Work request.
Go through the data line by line. Copy each one holding the string "Conceição".

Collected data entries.
· · · · · · ·

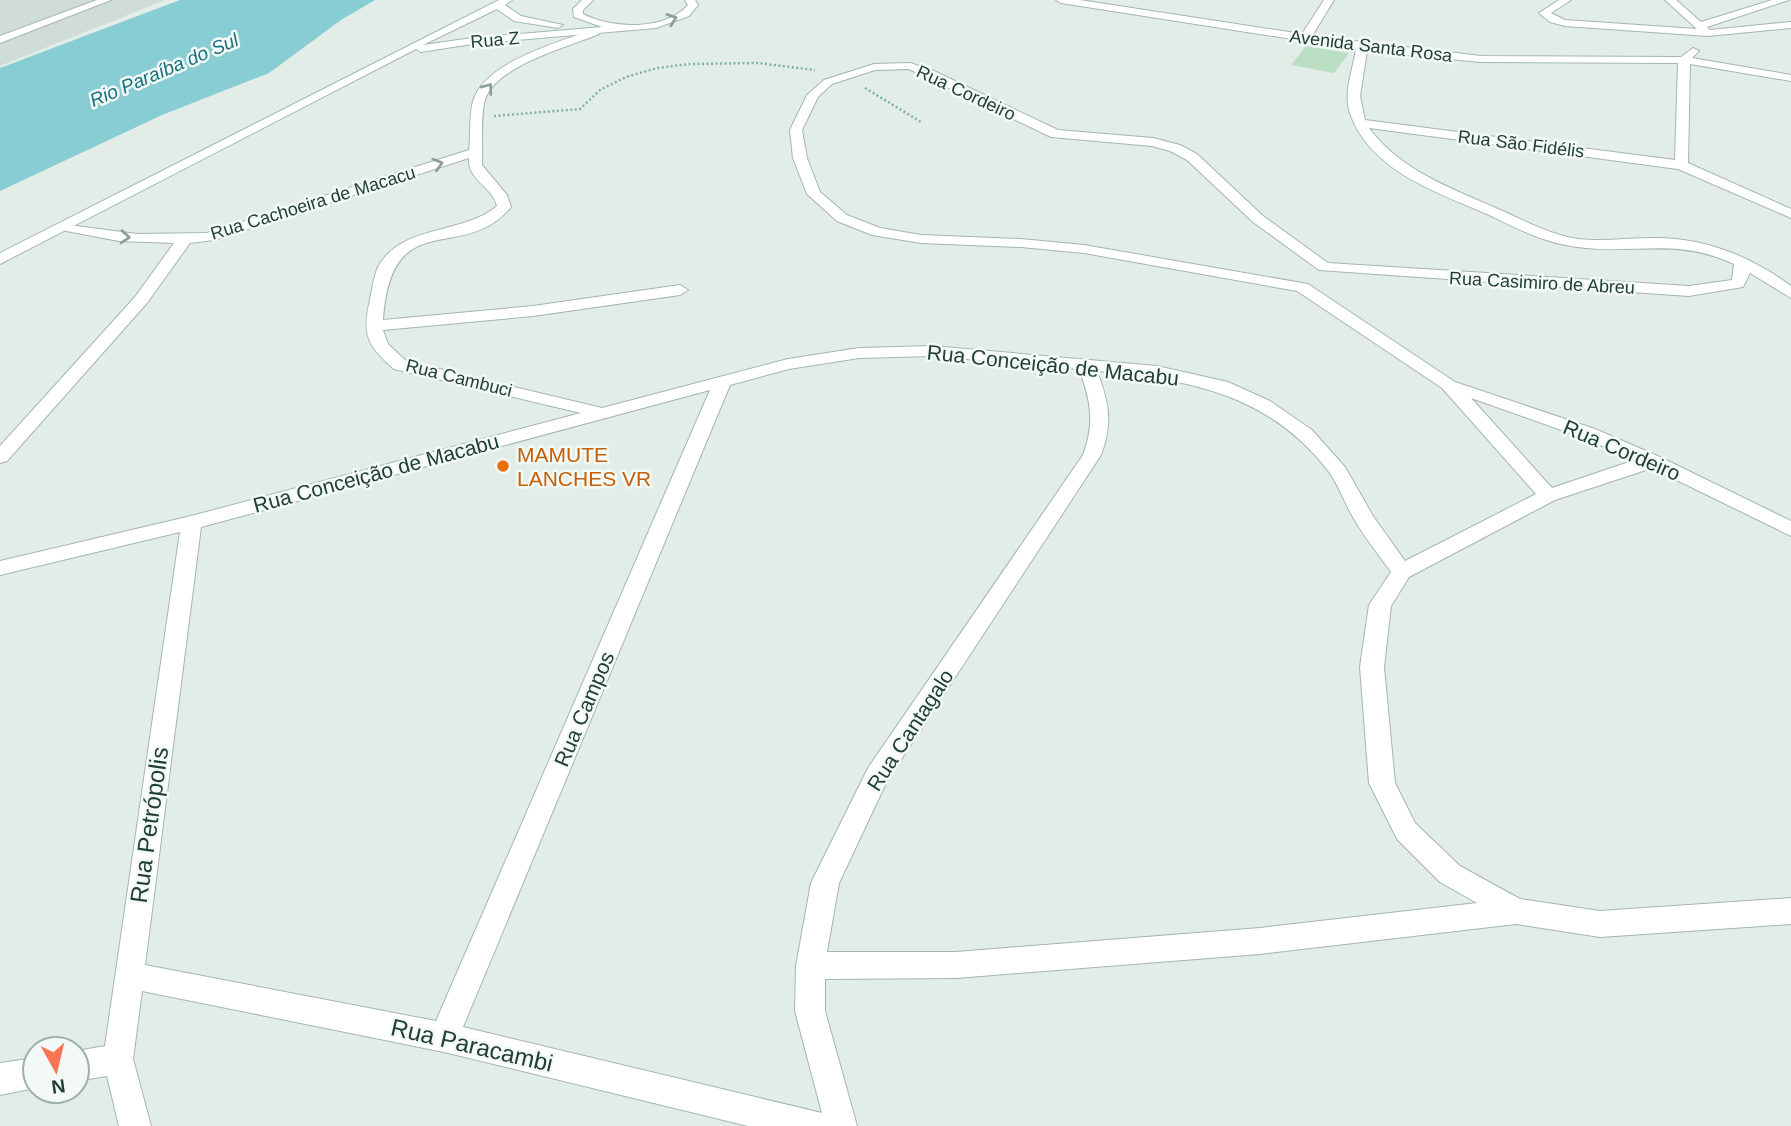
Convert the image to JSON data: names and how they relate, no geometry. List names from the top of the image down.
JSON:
{
  "streets": {
    "street": [
      "Rua Z",
      "Avenida Santa Rosa",
      "Rua Cordeiro",
      "Rua São Fidélis",
      "Rua Cachoeira de Macacu",
      "Rua Casimiro de Abreu",
      "Rua Conceição de Macabu",
      "Rua Cambuci",
      "Rua Campos",
      "Rua Cantagalo",
      "Rua Petrópolis",
      "Rua Paracambi"
    ]
  },
  "crossings": [
    ["Rua Cordeiro", "Rua Casimiro de Abreu"],
    ["Rua Conceição de Macabu", "Rua Cambuci"],
    ["Rua Conceição de Macabu", "Rua Campos"],
    ["Rua Conceição de Macabu", "Rua Cantagalo"],
    ["Rua Conceição de Macabu", "Rua Petrópolis"],
    ["Rua Campos", "Rua Paracambi"],
    ["Rua Petrópolis", "Rua Paracambi"]
  ],
  "water": ["Rio Paraíba do Sul"],
  "places": ["MAMUTE LANCHES VR"],
  "north": "bottom"
}
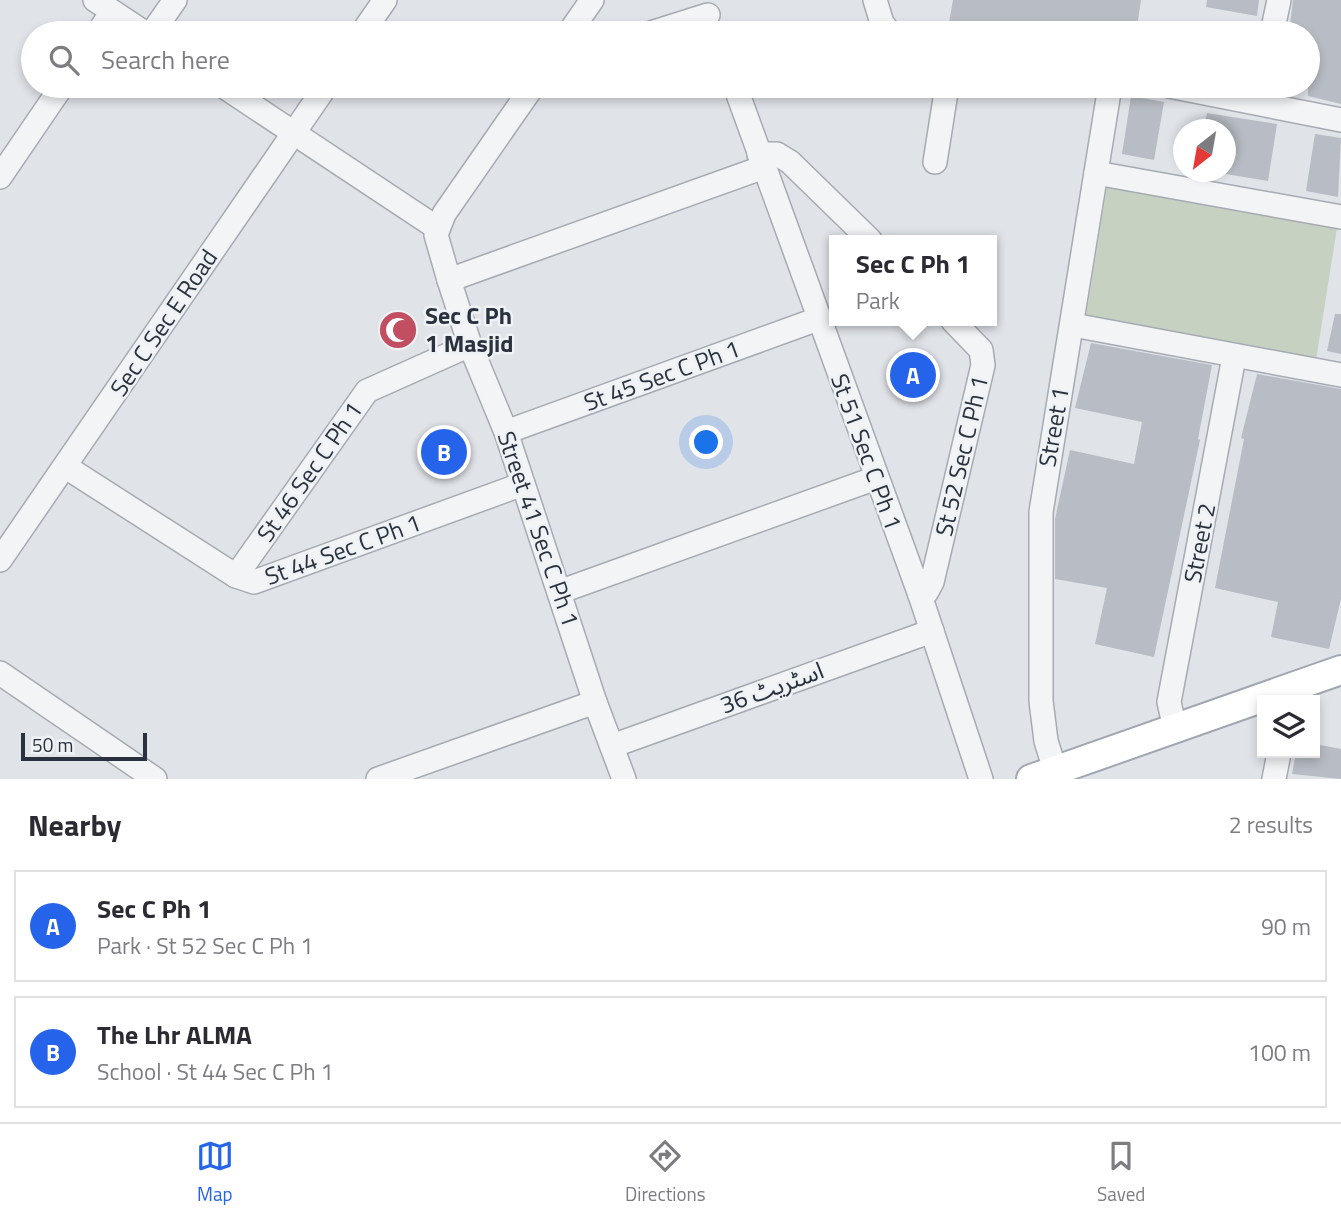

· · · · · · ·

Solution to this exercise.
      "Rua Conceição de Macabu",
    ["Rua Conceição de Macabu", "Rua Cambuci"],
    ["Rua Conceição de Macabu", "Rua Campos"],
    ["Rua Conceição de Macabu", "Rua Cantagalo"],
    ["Rua Conceição de Macabu", "Rua Petrópolis"],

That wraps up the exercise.